**WORK TO BE COMPLETED**
Look at each line of the records and count those with "PINTADO" in them. Please answer with the count alone.

::::

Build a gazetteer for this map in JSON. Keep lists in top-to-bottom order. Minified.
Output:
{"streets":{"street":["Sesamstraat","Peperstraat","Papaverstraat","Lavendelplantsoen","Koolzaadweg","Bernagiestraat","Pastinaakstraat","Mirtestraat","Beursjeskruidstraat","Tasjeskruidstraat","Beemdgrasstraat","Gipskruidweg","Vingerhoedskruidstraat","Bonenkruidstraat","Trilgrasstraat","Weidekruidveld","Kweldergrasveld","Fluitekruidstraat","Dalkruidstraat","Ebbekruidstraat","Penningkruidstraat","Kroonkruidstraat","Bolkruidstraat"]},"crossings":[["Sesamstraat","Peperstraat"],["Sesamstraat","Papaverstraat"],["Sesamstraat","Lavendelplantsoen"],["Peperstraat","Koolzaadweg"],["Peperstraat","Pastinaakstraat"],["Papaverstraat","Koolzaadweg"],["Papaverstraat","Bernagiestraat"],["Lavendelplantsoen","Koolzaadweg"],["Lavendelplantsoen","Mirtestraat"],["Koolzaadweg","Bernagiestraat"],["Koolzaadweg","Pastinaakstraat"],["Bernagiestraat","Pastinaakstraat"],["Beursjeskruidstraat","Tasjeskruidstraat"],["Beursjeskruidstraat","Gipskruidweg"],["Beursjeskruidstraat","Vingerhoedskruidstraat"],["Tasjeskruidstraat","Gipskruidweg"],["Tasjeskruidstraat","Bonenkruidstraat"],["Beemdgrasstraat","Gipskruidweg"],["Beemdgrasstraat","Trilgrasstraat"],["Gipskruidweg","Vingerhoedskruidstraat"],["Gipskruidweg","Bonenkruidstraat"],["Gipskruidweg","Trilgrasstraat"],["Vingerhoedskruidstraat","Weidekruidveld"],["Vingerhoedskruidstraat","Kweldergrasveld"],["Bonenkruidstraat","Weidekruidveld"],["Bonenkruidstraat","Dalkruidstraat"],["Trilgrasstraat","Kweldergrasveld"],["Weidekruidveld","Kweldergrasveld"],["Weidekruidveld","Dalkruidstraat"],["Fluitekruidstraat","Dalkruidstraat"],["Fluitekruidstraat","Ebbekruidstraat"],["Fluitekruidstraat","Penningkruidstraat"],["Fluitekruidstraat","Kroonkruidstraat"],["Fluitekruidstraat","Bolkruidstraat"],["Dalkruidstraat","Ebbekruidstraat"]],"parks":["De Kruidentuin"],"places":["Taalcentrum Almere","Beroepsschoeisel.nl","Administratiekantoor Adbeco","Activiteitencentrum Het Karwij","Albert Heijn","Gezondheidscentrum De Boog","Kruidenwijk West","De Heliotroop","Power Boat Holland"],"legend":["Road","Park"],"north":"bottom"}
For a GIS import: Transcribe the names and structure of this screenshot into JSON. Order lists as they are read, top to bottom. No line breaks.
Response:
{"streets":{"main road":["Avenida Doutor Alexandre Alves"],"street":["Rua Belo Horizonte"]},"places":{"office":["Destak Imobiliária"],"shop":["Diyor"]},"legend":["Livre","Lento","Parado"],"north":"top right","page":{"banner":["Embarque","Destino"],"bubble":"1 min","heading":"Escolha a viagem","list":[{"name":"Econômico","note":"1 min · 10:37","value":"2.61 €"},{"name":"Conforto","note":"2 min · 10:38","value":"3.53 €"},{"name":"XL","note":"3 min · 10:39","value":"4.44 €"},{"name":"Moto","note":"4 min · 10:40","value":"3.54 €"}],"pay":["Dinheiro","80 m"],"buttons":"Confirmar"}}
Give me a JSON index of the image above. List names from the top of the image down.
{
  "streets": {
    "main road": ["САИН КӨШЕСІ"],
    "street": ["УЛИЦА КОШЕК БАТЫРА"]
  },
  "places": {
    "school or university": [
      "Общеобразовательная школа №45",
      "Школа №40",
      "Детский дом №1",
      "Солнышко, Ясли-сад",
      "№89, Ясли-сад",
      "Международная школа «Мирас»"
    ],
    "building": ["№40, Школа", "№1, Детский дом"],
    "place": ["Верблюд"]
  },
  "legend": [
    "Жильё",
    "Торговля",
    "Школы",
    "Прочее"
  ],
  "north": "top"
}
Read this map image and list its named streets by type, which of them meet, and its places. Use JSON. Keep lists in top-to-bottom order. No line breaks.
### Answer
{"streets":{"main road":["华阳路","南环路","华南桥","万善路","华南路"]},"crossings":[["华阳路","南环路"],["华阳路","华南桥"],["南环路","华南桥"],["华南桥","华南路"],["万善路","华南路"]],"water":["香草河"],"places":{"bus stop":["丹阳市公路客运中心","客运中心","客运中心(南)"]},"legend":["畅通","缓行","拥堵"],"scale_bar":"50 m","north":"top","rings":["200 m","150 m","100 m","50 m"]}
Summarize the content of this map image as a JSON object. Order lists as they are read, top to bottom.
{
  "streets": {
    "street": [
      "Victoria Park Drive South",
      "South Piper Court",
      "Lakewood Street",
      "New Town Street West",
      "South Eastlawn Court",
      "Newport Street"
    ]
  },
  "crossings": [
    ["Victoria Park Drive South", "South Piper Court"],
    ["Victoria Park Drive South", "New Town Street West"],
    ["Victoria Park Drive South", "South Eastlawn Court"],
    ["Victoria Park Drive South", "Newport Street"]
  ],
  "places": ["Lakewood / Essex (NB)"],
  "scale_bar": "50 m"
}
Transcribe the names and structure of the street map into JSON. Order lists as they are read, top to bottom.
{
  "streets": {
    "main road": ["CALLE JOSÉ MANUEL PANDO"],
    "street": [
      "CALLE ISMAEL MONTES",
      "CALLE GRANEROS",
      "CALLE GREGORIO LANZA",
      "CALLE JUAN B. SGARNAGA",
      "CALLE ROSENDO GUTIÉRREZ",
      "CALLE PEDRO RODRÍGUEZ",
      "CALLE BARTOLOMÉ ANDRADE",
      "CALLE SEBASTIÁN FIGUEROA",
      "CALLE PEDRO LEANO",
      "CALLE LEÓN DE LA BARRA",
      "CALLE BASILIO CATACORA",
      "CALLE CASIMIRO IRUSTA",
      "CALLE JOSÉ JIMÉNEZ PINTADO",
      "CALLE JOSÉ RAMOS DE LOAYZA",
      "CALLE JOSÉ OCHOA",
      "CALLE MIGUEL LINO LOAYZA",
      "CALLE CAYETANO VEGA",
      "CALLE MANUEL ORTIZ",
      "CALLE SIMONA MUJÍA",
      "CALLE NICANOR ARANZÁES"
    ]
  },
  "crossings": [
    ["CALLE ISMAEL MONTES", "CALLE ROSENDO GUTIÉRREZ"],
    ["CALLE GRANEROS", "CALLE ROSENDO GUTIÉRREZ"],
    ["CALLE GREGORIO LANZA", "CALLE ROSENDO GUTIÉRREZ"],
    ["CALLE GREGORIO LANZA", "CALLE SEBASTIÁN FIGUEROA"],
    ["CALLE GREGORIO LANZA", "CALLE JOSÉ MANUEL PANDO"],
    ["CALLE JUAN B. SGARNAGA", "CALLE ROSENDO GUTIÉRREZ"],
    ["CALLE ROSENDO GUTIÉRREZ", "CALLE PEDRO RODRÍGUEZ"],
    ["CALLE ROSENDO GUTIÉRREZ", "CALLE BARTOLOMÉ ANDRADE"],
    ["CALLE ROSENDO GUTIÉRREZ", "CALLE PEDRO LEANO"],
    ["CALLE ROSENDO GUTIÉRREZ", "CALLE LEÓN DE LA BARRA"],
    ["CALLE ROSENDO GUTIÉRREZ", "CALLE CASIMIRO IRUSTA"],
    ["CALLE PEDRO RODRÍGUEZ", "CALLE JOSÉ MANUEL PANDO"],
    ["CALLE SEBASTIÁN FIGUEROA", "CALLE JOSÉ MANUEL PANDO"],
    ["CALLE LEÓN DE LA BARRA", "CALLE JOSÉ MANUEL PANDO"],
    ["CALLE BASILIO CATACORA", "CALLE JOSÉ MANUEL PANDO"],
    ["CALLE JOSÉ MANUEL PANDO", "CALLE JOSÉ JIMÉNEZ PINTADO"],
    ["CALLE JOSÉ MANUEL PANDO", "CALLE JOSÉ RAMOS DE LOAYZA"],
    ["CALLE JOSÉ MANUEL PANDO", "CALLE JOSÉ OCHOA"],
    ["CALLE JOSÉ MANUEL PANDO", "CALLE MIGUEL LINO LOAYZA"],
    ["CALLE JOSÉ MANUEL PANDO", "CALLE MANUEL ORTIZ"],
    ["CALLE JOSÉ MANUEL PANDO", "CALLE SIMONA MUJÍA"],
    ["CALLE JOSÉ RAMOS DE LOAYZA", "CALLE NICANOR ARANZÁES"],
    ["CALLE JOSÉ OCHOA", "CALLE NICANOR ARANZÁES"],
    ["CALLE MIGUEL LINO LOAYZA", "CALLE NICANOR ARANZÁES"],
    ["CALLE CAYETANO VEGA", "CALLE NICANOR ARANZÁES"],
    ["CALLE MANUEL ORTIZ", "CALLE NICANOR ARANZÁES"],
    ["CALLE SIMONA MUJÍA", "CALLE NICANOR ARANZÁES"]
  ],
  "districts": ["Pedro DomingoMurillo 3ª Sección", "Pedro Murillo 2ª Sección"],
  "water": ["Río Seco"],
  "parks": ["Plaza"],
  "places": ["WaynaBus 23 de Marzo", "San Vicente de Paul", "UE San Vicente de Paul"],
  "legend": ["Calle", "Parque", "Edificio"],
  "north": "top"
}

::::

**SOLUTION**
2